REQUIRED WORK >>
Only lines with the word "fabs" belong in the answer; copy them from the records below.
------------------------------------------------------------
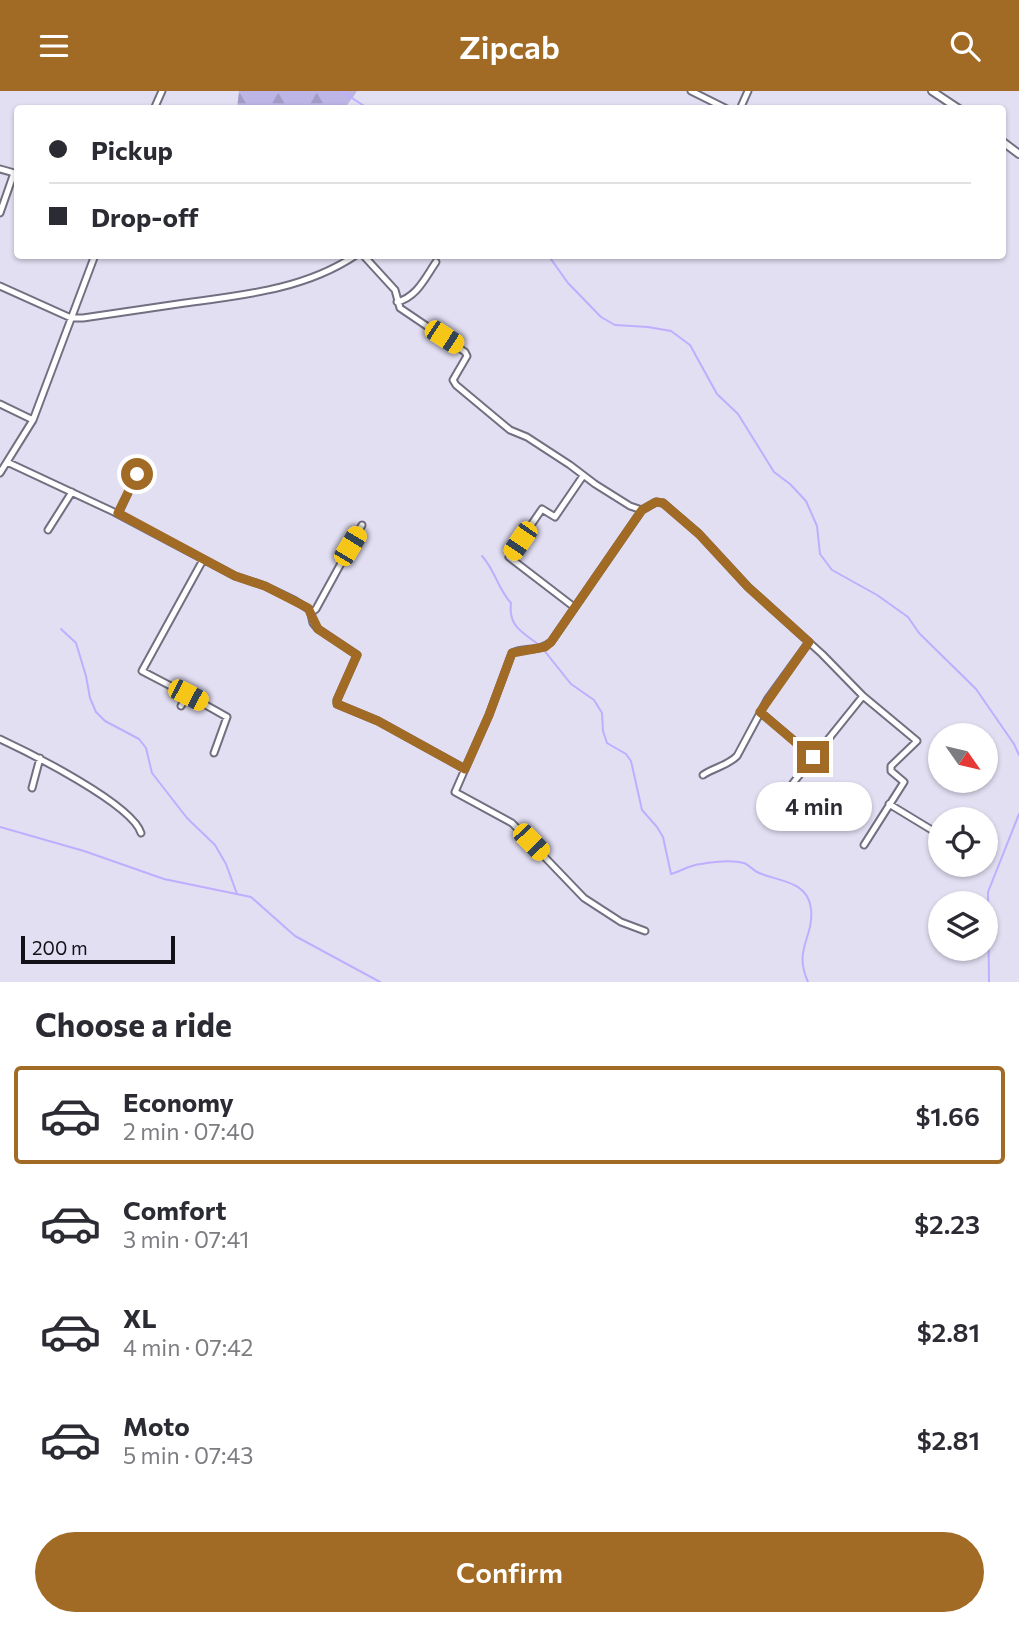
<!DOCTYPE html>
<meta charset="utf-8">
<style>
body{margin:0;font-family:Commissioner,sans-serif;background:#f7f7f7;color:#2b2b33;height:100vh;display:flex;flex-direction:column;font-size:26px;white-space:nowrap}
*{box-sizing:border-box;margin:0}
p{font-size:23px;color:#7c7c81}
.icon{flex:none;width:38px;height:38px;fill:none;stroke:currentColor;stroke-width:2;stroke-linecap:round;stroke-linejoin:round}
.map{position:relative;height:891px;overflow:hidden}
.details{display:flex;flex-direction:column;background:#fff;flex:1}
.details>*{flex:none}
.banner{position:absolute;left:14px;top:14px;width:992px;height:154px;border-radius:7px;box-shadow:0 2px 5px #0004;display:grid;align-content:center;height:154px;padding:0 35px;background:#fff}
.needle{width:46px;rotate:124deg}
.fabs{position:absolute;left:928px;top:632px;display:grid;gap:14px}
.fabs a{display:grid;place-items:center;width:70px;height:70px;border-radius:50%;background:#fff;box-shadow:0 2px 5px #0004;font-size:35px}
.scale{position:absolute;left:21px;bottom:18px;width:154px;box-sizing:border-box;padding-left:7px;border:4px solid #121118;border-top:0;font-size:19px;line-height:24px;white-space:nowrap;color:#121118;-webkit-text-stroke:5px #e2dff3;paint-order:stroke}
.end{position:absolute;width:32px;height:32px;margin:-16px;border:9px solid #a16b25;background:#fff;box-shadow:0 0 0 4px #fff}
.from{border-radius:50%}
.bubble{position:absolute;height:49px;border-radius:24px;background:#fff;box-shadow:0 2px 5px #0004;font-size:23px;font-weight:600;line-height:49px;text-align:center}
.car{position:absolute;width:21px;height:42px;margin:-21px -10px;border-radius:9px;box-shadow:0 0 5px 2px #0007;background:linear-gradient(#f5c518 24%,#345 0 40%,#f5c518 0 76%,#345 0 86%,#f5c518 0)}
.banner b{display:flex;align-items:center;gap:24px;height:66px;font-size:26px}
.banner b+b{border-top:2px solid #e1e1e2}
.banner i{width:18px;height:18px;background:#2b2b33}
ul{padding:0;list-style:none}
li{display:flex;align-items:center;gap:21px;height:98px;margin:0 14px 10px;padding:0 21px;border:4px solid transparent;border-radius:7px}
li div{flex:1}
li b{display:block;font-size:26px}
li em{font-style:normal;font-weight:600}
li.on{border-color:#a16b25}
li>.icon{width:63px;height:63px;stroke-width:1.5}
h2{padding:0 35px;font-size:32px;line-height:84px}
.primary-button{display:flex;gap:14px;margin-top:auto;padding:14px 35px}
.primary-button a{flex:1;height:80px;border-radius:42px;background:#a16b25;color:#fff;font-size:28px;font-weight:600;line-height:80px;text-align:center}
header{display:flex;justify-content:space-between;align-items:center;height:91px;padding:0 35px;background:#a16b25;color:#fff;font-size:32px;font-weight:600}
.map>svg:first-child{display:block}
.forest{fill:url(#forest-firs)}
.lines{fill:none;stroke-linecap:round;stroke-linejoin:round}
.stream{stroke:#bfaefe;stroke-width:2}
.minor-casing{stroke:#726f80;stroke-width:9}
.tertiary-casing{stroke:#726f80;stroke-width:10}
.minor{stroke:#fff;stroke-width:5}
.tertiary{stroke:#fff;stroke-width:6}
.route{stroke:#a16b25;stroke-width:9}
</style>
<header><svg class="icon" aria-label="menu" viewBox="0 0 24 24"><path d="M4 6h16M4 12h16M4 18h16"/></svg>Zipcab<svg class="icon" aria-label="search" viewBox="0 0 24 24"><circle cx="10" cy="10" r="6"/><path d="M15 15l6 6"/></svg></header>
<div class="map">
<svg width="1019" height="891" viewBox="0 0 1019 891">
<defs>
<pattern id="forest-firs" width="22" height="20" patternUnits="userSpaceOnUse" patternTransform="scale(1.75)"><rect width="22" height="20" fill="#beb5e7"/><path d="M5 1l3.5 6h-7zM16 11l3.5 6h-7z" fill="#a29bc5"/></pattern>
</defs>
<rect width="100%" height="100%" fill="#e2dff3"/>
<path class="forest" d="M 239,0 L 357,0 L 345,17 L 237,17 Z"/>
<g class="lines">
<path class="stream" d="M 341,0 L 369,18
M 548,164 L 568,192 L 601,226 L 615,234 L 648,236 L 671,240 L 690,254 L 717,303 L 738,323 L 774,381 L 790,393 L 806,410 L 817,435 L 820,463 L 832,479 L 877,504 L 908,526 L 919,542 L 976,598 L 1014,653 L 1019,664
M 482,465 C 495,479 498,498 511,512 C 508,536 523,541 539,554
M 61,538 L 76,552 L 86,585 L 90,607 L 96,621 L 105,630 L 139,648 L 146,657 L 152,682 L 187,727 L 215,754 L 226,773 L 237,803
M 543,558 L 571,593 L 594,609 L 602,622 L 603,640 L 607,652 L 626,663 L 631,670 L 642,719 L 657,736 L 663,746 L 671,783 C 682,780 689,774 701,773 C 713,771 732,769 744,772 C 749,774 753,779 757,781 C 778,791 808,789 811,818 C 814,847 793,858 808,891
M 0,736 L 84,760 L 164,788 L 251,806 L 295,845 L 380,891
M 989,891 L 988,801 L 1019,723"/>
<g class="minor-casing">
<path id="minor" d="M 691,0 L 727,18
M 154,18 L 162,0
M 740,18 L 748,0
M 0,78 L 18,83
M 0,122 L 14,82
M 363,164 L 395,199 L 400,217 L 465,261 L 467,265 L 453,289 L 456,294 L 510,339 L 527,346 L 570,374 L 595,393 L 630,415 L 642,419
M 0,195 L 71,227 L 83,227 C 117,222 151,217 185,212 C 244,204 306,198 356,164
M 397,211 C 417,206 425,187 436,171
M 0,313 L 33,329
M 7,371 L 114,421 L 235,485 L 265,495 L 294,509 L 310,519 L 313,532 L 318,538 L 357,564 L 337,609 L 337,613 L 378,630 L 465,678 L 455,701 L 512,732 L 584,807 L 621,831 L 645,840
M 0,382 L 33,329 L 95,164
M 118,423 L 137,383
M 48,439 L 72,401
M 574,516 L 509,466 L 542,418 L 555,426 L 583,385
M 311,522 L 316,518 L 362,434
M 188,604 L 227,626 L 214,662
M 181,615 L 188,604 L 142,580 L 203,469
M 760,621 L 813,666
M 0,648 C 30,662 132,713 141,742
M 465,678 L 489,624 L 512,562 C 525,556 539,561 551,551 L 642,419 L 656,411 L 663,412 L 699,443 L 748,496 L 822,563 L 863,605 L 917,650 L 891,675 L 891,680 L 904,691 L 864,754
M 703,684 C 715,676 727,675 737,665 L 767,609 L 809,551
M 793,692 L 863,605
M 32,697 L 40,667
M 889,713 L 940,744"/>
</g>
<g class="tertiary-casing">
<path id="tertiary" d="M 932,0 L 959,18
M 1003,51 L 1019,63"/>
</g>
<use href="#minor" class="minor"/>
<use href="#tertiary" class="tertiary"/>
</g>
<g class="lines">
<path class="route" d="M 137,383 L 118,422 L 235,485 L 265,495 L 308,517 L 318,538 L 357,564 L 337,609 L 337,613 L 378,630 L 465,678 L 489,624 L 512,562 L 545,556 L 551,551 L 642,419 L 656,411 L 663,412 L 699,443 L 748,496 L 809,551 L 760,621 L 813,666"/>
</g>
</svg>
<div class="fabs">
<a><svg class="needle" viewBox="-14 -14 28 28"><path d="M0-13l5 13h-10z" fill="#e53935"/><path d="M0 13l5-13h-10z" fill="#7c7c81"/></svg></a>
<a><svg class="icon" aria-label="locate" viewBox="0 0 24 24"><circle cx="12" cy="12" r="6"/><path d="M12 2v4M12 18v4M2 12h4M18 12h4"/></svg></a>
<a><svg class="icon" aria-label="layers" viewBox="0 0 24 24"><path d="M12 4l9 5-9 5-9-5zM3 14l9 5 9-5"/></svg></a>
</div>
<div class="scale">200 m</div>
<i class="end from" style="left:137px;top:383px"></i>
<i class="end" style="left:813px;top:666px"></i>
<div class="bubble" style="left:756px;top:691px;width:116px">4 min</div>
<i class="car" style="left:444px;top:246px;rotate:123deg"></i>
<i class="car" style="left:520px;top:450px;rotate:214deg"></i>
<i class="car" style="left:350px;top:455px;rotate:31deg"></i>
<i class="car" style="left:188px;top:604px;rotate:117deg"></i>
<i class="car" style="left:531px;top:751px;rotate:136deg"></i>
<div class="banner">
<b><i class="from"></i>Pickup</b>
<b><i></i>Drop-off</b>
</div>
</div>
<section class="details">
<h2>Choose a ride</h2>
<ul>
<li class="on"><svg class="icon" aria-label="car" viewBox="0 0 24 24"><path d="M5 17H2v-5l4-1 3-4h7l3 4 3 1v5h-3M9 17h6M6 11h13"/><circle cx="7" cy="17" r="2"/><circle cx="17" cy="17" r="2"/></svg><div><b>Economy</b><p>2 min · 07:40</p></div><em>$1.66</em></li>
<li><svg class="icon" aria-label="car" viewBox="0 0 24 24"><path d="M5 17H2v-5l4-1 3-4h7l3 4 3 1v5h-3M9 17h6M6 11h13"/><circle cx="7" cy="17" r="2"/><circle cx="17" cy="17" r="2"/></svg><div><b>Comfort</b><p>3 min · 07:41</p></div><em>$2.23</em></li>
<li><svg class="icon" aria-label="car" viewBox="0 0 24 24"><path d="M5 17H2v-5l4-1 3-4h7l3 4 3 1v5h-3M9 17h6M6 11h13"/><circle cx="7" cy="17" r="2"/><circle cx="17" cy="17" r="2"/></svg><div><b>XL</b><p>4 min · 07:42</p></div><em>$2.81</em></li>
<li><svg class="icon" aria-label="car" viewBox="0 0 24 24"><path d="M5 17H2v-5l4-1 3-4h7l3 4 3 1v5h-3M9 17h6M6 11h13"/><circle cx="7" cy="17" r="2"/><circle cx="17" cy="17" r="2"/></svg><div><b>Moto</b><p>5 min · 07:43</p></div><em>$2.81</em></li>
</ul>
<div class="primary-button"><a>Confirm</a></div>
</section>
------------------------------------------------------------
REPLY >>
.fabs{position:absolute;left:928px;top:632px;display:grid;gap:14px}
.fabs a{display:grid;place-items:center;width:70px;height:70px;border-radius:50%;background:#fff;box-shadow:0 2px 5px #0004;font-size:35px}
<div class="fabs">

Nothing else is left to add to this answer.